Files
PastpaperMaster/tech_defense.md
Zhao 7a09167261 Initial commit: PastPaper Master full stack
Co-Authored-By: Claude Opus 4.6 (1M context) <noreply@anthropic.com>
2026-04-21 12:27:47 +07:00

275 lines
16 KiB
Markdown

# KnowIt Technical Defense Q&A
## Part 1: AI & Product Technical Questions
### Q: How does your AI analyze past papers? What model do you use?
We use a multi-model pipeline with clear separation of concerns:
1. **Vision extraction** (Gemini 2.5 Flash): We render each PDF page to a 96 DPI PNG image using PyMuPDF, encode it as base64, and send it to Gemini's vision API via OpenAI-compatible endpoint. The model extracts every question into structured JSON — question number, type, text, options, score, topics, difficulty. We process in batches of 8 pages to stay within token limits.

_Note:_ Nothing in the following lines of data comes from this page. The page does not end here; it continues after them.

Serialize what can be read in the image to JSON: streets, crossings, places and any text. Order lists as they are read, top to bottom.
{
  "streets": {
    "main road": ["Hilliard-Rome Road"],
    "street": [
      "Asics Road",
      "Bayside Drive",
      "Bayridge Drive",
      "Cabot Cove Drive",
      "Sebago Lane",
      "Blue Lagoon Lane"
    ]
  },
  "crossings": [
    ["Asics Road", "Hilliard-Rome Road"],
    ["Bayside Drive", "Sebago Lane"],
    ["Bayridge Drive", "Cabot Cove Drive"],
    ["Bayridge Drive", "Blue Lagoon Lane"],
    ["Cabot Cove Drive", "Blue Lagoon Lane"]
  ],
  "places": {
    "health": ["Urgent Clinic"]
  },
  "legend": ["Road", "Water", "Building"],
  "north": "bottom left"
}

2. **Solution generation** (DeepSeek V3): For each extracted question, we generate three components — a knowledge reminder, a progressive hint, and a complete step-by-step solution. This is done in batches of 3 questions per API call to balance throughput and quality.
3. **Answer matching** (Gemini Vision): If an answer PDF is provided, we send its pages to the vision model and match answers to corresponding questions by question number.
The key architectural decision is **splitting vision and text tasks across different models** — Gemini for anything that needs to "see" the document, DeepSeek for pure text reasoning. This cuts cost by ~60% compared to using a single vision model for everything.
### Q: Why vision mode instead of traditional PDF text extraction?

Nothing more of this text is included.